> _Problem to solve_
Search the data below for the word "lane" and report how many lines contain it. Nothing but the number is needed.

> _Dataset content_
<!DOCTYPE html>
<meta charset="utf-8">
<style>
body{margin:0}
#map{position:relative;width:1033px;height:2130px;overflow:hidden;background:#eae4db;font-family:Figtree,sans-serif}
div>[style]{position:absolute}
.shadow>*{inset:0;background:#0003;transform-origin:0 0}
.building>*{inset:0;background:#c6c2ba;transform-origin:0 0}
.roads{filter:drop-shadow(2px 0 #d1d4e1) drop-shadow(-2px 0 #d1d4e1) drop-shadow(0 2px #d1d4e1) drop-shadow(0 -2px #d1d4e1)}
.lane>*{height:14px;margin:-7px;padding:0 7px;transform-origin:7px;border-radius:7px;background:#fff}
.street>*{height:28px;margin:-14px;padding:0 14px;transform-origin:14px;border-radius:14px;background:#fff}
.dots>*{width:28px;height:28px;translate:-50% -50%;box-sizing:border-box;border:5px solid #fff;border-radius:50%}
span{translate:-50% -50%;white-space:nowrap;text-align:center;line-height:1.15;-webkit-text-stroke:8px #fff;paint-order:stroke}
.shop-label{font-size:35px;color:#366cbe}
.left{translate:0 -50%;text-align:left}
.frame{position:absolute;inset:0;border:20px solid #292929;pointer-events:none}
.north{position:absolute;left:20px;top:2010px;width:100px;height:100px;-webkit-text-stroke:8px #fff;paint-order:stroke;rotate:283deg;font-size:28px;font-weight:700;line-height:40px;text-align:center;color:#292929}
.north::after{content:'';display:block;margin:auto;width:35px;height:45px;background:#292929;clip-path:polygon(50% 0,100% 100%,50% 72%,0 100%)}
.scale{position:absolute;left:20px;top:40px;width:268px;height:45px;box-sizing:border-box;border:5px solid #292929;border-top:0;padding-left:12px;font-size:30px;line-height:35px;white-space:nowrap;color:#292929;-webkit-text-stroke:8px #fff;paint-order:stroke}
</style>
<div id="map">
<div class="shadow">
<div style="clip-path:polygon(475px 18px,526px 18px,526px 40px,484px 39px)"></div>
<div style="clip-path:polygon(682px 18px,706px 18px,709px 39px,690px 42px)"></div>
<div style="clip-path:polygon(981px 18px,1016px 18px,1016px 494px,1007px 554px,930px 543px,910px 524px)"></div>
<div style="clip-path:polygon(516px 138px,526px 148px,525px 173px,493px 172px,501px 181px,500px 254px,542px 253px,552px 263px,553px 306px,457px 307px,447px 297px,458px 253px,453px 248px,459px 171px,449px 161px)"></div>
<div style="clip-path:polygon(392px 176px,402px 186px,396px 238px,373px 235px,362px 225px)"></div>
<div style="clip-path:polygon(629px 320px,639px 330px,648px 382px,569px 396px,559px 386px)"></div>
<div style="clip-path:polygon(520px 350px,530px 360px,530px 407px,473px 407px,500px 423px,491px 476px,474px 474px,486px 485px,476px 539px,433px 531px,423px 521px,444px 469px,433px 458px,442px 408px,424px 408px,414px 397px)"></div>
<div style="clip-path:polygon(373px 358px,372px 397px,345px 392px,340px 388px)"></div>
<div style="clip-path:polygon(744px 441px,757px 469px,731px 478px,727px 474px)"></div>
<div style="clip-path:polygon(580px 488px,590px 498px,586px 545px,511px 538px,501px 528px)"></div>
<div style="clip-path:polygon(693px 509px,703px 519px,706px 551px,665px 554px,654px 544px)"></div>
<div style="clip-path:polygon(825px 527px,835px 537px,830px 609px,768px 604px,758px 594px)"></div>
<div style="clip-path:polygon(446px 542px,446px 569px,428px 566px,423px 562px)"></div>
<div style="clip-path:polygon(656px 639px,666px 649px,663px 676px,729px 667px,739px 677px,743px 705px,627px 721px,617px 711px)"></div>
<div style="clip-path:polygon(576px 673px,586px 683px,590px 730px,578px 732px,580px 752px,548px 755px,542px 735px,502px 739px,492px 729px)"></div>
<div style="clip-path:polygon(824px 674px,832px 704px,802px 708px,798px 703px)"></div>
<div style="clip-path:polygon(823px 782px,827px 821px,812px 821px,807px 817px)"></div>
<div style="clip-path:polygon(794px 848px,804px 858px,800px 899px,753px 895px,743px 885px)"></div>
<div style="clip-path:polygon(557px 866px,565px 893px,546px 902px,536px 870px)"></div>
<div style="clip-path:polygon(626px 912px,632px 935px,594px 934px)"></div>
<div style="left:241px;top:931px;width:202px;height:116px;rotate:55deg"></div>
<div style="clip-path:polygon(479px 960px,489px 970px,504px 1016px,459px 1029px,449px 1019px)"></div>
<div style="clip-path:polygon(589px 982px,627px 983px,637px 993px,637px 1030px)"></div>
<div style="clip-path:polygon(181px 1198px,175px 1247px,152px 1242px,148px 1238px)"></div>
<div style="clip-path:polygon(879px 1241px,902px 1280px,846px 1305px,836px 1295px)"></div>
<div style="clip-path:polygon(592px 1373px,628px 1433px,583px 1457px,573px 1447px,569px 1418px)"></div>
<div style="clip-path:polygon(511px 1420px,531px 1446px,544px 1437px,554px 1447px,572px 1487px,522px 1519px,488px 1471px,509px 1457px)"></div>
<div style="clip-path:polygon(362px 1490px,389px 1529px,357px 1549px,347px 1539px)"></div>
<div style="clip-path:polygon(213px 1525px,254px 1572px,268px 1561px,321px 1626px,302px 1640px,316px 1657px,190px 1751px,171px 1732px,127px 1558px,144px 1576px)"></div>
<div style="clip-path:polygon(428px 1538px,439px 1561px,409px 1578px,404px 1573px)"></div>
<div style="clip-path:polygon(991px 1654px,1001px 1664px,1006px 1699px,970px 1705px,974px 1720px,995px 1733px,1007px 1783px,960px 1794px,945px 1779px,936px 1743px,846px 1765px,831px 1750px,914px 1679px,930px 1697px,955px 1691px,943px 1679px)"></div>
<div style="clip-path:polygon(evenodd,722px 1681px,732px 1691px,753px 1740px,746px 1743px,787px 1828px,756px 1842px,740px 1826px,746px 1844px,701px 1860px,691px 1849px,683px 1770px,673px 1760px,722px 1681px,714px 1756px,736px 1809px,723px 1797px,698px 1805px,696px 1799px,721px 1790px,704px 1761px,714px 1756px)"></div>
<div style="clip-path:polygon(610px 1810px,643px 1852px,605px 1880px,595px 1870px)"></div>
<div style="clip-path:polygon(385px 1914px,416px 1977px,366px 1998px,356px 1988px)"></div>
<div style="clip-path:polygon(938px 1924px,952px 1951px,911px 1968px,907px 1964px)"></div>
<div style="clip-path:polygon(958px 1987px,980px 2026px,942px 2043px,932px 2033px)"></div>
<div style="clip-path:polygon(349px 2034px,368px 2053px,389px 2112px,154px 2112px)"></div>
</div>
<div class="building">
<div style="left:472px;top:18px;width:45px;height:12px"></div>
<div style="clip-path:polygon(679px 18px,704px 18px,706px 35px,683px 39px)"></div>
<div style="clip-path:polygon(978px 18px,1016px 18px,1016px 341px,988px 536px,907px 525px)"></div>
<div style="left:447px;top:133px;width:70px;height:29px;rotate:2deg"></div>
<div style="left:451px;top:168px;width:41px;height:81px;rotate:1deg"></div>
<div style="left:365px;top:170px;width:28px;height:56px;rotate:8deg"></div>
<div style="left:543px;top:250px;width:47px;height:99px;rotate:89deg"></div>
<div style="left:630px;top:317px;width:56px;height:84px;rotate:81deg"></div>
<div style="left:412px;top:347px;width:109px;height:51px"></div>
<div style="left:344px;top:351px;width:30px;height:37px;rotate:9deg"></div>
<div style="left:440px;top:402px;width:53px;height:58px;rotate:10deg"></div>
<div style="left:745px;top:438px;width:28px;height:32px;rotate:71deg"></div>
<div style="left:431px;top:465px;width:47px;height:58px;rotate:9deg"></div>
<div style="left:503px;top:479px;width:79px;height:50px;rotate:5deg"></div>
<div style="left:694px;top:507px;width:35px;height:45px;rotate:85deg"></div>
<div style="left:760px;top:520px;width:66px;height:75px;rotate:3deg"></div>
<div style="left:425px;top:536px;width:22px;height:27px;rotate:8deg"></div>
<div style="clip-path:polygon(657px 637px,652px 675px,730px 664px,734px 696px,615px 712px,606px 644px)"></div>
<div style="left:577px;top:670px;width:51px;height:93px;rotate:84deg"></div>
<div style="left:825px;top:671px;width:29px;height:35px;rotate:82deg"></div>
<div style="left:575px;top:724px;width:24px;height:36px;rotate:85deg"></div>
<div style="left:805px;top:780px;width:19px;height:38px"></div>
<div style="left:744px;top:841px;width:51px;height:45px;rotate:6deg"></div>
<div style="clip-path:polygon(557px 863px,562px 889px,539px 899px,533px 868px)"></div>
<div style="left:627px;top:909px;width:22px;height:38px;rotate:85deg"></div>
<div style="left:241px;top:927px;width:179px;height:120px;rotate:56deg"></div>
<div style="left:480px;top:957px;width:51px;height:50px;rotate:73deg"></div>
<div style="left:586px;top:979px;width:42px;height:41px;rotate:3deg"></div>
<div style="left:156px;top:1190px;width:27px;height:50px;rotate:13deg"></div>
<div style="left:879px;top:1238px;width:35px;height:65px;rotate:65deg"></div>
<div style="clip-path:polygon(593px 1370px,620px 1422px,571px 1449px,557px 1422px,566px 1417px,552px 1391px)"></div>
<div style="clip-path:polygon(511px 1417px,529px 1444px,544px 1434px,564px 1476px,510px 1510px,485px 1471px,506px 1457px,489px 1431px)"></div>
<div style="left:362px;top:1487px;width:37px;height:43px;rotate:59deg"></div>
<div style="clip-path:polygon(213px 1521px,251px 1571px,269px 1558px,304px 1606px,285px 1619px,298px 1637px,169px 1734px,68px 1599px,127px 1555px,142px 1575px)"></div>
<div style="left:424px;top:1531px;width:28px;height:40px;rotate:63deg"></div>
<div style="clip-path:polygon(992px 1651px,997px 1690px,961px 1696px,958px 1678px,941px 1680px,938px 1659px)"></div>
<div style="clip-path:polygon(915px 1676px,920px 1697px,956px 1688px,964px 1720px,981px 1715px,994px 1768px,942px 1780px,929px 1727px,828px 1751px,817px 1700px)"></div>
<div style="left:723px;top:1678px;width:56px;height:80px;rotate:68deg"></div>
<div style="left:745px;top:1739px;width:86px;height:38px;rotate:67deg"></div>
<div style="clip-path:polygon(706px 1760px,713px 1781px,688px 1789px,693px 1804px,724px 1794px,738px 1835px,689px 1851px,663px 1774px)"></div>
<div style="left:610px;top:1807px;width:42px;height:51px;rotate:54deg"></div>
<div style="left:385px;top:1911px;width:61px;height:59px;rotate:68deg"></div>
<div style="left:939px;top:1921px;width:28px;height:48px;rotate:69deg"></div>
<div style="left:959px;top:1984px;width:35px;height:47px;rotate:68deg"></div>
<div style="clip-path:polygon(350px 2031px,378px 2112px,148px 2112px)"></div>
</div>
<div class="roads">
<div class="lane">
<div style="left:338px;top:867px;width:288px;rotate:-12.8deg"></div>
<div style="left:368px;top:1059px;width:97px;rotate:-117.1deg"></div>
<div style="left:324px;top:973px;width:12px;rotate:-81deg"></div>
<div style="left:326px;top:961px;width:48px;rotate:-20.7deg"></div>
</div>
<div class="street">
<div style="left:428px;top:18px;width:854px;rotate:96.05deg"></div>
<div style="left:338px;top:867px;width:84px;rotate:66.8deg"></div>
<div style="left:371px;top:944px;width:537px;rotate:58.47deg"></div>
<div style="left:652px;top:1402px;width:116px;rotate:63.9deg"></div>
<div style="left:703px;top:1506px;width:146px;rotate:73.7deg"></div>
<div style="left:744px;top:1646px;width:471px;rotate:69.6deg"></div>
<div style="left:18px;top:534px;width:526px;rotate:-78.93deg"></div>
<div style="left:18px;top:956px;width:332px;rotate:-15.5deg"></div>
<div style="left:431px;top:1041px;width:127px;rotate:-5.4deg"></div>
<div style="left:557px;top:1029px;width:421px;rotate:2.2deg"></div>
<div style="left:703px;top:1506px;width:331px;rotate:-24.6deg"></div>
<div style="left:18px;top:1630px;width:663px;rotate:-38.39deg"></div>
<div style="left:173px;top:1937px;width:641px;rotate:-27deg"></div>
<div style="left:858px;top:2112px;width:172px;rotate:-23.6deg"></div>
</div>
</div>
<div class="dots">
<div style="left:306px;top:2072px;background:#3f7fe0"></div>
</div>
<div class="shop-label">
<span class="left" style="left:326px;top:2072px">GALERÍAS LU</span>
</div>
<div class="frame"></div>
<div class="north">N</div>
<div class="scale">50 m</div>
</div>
---
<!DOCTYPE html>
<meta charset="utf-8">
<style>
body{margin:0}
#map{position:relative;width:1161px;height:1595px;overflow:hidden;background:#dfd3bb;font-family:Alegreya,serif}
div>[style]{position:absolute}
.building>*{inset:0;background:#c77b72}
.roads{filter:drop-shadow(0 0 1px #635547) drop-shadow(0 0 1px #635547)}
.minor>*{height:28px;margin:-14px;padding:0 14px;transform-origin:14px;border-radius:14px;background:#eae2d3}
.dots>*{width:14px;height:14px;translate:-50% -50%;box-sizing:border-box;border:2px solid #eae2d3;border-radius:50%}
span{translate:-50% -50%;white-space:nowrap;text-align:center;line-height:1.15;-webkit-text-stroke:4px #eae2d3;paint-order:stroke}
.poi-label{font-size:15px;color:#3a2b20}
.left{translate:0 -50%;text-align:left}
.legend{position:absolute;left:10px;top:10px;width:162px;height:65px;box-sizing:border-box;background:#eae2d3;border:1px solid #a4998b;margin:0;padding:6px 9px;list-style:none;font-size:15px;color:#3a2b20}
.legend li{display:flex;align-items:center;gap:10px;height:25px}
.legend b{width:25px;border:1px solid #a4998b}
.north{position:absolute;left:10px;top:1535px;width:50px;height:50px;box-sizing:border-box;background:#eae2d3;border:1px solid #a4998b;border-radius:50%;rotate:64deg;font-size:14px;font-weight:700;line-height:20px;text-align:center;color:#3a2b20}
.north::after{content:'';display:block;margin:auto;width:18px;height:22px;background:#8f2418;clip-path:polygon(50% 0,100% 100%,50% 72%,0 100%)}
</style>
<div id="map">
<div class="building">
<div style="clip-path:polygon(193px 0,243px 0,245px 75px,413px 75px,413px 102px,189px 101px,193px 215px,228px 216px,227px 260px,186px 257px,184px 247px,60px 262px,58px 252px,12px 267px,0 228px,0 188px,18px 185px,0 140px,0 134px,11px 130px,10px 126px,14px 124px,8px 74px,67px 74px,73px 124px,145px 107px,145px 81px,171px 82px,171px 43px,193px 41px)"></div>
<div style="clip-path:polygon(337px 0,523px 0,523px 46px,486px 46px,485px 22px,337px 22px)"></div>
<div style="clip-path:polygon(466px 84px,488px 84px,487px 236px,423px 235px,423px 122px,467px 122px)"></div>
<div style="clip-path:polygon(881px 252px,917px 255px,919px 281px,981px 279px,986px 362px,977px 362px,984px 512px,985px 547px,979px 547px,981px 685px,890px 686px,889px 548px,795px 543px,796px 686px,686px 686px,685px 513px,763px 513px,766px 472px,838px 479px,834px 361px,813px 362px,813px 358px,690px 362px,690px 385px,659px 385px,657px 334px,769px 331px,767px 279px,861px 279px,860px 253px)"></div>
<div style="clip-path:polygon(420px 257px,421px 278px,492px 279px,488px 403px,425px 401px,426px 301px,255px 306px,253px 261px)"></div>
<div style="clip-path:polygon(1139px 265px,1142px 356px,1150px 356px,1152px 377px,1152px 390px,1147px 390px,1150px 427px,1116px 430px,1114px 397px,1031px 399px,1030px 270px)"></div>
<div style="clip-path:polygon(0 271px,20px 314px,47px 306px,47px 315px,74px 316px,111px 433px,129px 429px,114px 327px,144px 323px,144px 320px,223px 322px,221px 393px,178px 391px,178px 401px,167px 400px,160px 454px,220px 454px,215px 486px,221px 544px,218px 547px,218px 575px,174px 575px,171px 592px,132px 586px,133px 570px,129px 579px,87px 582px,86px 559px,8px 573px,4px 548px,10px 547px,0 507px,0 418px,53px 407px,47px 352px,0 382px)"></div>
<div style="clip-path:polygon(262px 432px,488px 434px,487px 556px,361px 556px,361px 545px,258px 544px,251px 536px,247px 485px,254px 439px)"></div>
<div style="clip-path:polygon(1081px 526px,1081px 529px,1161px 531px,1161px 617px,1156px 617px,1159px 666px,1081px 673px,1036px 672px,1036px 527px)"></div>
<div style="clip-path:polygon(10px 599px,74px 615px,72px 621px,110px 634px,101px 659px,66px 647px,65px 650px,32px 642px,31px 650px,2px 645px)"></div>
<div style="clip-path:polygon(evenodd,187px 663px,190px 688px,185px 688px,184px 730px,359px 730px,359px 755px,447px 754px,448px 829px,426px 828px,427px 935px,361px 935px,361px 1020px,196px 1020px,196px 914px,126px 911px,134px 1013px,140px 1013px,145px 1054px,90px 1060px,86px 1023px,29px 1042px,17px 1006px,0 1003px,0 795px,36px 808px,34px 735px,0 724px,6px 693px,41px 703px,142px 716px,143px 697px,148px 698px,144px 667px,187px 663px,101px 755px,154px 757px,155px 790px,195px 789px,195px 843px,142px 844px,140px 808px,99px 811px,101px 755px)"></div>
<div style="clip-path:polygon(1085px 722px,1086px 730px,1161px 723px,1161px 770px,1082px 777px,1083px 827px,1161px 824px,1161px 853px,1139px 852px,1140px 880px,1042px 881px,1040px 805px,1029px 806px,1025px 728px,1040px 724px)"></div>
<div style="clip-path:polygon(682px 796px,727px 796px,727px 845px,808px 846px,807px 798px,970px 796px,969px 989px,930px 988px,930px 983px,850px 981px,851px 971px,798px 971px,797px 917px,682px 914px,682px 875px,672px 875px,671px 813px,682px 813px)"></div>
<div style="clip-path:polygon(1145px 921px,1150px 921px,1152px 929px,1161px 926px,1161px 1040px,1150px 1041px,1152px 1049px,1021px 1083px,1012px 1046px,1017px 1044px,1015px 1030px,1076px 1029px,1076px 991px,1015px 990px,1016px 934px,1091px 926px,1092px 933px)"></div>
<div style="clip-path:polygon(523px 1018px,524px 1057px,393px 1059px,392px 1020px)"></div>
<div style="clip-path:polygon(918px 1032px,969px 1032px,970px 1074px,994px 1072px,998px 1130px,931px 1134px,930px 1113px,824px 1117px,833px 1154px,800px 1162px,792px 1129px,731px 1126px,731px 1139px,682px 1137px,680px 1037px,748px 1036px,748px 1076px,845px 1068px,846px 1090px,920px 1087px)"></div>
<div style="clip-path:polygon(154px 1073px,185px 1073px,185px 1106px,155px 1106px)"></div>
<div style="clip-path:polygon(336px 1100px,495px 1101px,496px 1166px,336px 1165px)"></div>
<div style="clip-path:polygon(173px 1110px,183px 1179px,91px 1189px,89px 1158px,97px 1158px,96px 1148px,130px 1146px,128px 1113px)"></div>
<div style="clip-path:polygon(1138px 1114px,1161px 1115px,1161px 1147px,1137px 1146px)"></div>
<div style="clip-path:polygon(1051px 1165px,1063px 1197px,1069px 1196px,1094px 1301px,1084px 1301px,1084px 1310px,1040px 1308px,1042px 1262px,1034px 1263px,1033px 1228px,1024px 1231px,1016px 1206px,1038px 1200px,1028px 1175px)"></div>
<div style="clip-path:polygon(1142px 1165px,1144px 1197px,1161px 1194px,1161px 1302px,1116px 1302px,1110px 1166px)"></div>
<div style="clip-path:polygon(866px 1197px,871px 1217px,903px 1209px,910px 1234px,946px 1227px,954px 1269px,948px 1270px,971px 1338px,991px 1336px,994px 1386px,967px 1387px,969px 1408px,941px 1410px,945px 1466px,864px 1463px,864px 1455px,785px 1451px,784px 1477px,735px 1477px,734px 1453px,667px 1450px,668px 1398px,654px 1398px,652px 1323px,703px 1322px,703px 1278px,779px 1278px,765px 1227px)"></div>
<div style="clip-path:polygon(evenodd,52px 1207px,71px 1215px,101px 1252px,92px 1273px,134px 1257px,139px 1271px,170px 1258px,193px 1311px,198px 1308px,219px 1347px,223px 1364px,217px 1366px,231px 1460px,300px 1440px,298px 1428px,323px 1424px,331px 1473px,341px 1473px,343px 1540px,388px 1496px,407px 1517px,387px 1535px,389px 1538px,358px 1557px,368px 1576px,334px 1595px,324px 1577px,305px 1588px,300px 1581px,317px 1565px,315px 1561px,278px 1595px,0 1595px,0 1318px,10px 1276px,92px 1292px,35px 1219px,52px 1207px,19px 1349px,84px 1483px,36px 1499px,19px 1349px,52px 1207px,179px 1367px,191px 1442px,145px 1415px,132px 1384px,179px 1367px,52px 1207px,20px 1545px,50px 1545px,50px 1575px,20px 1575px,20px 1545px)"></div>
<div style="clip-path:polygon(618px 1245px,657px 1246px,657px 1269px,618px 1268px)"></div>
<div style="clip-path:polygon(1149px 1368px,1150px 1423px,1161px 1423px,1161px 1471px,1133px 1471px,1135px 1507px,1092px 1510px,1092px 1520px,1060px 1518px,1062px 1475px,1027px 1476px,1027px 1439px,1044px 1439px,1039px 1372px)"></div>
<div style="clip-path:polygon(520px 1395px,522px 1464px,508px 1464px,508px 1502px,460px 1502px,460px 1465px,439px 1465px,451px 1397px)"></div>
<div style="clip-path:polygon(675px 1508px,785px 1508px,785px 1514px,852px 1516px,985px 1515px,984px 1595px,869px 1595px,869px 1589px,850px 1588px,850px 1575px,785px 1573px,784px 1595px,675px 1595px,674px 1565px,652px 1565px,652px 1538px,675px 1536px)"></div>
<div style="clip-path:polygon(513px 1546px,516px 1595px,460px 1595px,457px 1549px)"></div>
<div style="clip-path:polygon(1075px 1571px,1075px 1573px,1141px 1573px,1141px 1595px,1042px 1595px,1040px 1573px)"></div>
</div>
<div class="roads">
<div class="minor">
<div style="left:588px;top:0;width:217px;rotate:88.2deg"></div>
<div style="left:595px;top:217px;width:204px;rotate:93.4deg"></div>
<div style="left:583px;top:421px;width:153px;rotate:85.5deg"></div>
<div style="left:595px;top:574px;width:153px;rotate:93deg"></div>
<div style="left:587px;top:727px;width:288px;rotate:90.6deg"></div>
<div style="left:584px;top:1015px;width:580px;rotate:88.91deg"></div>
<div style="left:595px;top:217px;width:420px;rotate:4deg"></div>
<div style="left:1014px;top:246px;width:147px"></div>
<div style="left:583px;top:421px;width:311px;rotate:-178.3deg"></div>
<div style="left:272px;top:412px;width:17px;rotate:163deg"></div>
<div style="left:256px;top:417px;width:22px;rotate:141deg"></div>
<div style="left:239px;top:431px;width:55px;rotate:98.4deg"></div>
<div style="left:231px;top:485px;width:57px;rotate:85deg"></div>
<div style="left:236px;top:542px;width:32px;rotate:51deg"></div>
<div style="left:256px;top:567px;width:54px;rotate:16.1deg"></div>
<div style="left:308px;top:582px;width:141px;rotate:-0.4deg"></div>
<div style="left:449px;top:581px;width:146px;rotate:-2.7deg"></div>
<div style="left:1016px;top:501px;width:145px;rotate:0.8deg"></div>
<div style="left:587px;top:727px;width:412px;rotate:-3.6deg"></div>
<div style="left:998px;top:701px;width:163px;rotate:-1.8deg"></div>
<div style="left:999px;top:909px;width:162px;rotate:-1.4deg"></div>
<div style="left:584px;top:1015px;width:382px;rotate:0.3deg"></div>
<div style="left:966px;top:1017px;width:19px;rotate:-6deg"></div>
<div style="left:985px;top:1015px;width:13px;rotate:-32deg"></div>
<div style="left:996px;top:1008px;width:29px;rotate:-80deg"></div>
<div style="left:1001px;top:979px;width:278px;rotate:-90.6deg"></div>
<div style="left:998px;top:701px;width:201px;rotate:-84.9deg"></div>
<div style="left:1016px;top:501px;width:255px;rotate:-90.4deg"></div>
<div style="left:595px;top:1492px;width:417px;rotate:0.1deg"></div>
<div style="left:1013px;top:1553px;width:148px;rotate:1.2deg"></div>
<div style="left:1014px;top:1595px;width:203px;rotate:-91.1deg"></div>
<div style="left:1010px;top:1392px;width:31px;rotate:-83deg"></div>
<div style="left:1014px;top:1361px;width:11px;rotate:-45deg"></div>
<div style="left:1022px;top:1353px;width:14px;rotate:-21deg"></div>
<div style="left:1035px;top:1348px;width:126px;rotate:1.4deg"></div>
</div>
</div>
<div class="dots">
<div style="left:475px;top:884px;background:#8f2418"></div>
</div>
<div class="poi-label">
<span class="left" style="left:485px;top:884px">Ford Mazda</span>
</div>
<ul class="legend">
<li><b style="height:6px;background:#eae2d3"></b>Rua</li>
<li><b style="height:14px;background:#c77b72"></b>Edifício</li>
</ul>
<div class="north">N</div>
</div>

> _Output_
2